PM Modi has already been acknowledged as the peacemaker by the very fact that the Bali Summit ended on a positive note of acceptance by all nations on his famous statement to Mr Putin that the present era was not that of war. India has also been recognised for its vaccine diplomacy during the post-pandemic recovery period. India is thus in a very strong diplomatic position to use its one-year presidency and leave a mark on the world map.[4] The critical areas that need to be dealt with along with carving out an acceptable solution to the challenges would include:

  • Multilateral cooperation: India must not only take the lead in strengthening the G20 group and reducing the differences that have crept in due to the geopolitical situation, but also set the pace for the future of multilateral cooperation in various fields of the group’s multidimensional agenda.

  • Inclusive approach: In the period of the presidency and as the host for the 2023 G20 summit, India must bring forth the views of countries that are not represented in the G20. India must encourage a comprehensive approach with human-centric arrangements to resolve worldwide issues as a way forward.[5]

  • Elevating the African Union: Another significant objective should be to end the sidelining of African nations by promoting the African Union’s (AU) status from being a perpetual observer to member status of the G20, bringing it to the level of the EU.

  • India-focused view: India must strive to bring together an Indo-centric vision, expand the area of critical concerns of the Global South, and leverage the diplomatic advantage to share and settle the positions of competing centres of power involving China, the USA-led West Block and the Russian block.

  • Strengthening Systems: As the President of the G20, India must aim to strengthen its partnership with international organisations such as the IMF, OECD, WHO, World Bank, and WTO and strive to get their focus on stricter norms for controlling funds for states involved in terror-related activities.

  • International Institute for Regulatory Development: The G20 presidency gives India an opportunity to initiate a transformation of the global regulatory structure by establishing the International Institute for Regulatory Development (IIRD).
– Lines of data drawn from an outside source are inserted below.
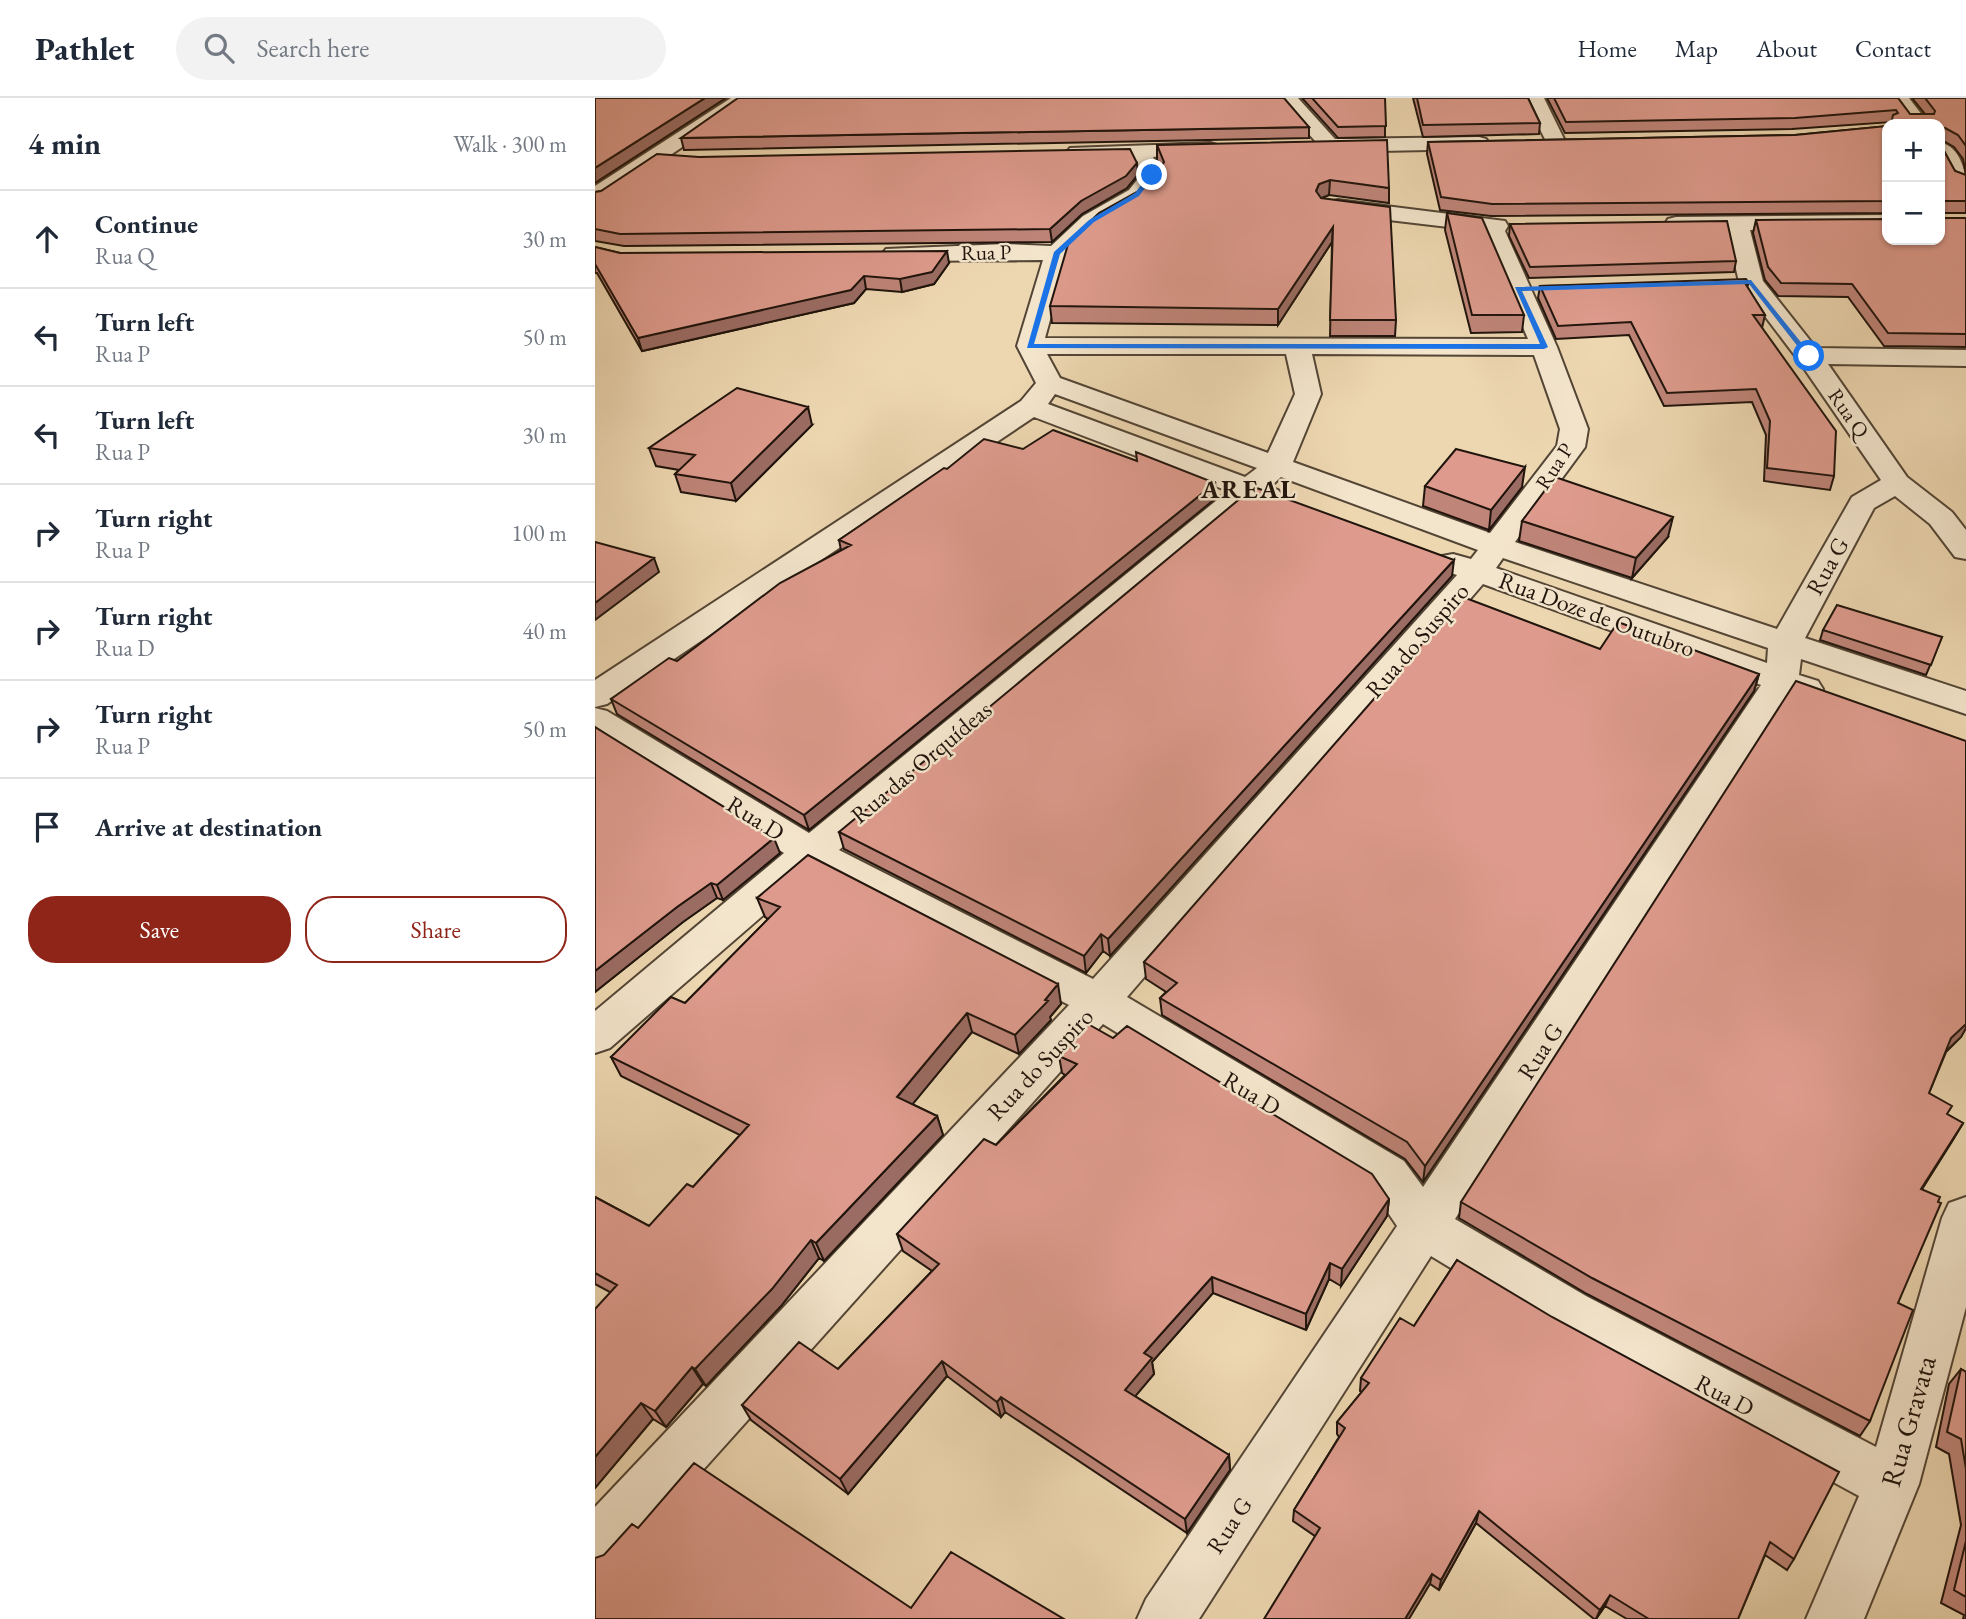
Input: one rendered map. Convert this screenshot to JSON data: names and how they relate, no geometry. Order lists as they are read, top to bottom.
{
  "streets": {
    "street": [
      "Rua P",
      "Rua Q",
      "Rua G",
      "Rua Doze de Outubro",
      "Rua do Suspiro",
      "Rua das Orquídeas",
      "Rua D",
      "Rua Gravata"
    ]
  },
  "crossings": [
    ["Rua P", "Rua Doze de Outubro"],
    ["Rua P", "Rua do Suspiro"],
    ["Rua Q", "Rua G"],
    ["Rua G", "Rua Doze de Outubro"],
    ["Rua G", "Rua D"],
    ["Rua Doze de Outubro", "Rua do Suspiro"],
    ["Rua Doze de Outubro", "Rua das Orquídeas"],
    ["Rua do Suspiro", "Rua D"],
    ["Rua das Orquídeas", "Rua D"],
    ["Rua D", "Rua Gravata"]
  ],
  "districts": ["AREAL"],
  "page": {
    "header": "Pathlet",
    "search": "Search here",
    "nav": [
      "Home",
      "Map",
      "About",
      "Contact"
    ],
    "heading": ["4 min", "Walk · 300 m"],
    "map_buttons": ["+", "−"],
    "list": [
      ["Continue", "Rua Q", "30 m"],
      ["Turn left", "Rua P", "50 m"],
      ["Turn left", "Rua P", "30 m"],
      ["Turn right", "Rua P", "100 m"],
      ["Turn right", "Rua D", "40 m"],
      ["Turn right", "Rua P", "50 m"],
      "Arrive at destination"
    ],
    "buttons": ["Save", "Share"]
  }
}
India can be the torchbearer for a new regulatory framework.


India, at the G20 summit, has very clearly articulated its vision by stating that, “Without peace and security, our future generations will not be able to benefit from economic growth and technological innovation.”[6] As an established global leader now, the promise PM Modi makes for an action-oriented and ambitious presidency will be closely watched, not only by the members of the G20 but also by international institutions like the UN, think tanks, diplomats across the world, and more importantly, by the neighbouring countries of the Indian Ocean Region (IOR). India has already taken the lead in some aspects, particularly in technology with digital public goods and its governance, self-reliance or Aatma Nirbhar, vaccine diplomacy, and asserting its firmness on various geopolitical issues. Therefore, the stage is set now for India to take the lead and work towards global peace, rule-based governance and growth for all on the world canvas.




[1] “India take G20 presidency”, Indian Express, November 30, 2022,, accessed on December 01, 2022.

[2] Gautam Chikermane, “Under India’s G20 presidency, security will continue to wag the economy”, ORF, November 20, 2022,, accessed on December 01, 2022.

[3] “India’s challenges as it takes over the G20 presidency” Indian Express, December 01, 2022,, accessed on December 01, 2022.

[4] “Modi urges unity on ‘greatest challenges,” Reuters, December 01, 2022,, accessed on December 01, 2022.

[5] “India can play big global role with G20 Presidency,” The Pioneer, December 01, 2022,, accessed on December 01, 2022.

[6] PIB Press release. “English Translation of Prime Minister Shri Narendra Modi’s remarks at the Closing Session of G-20 Summit in Bali” accessed on December 01, 2022.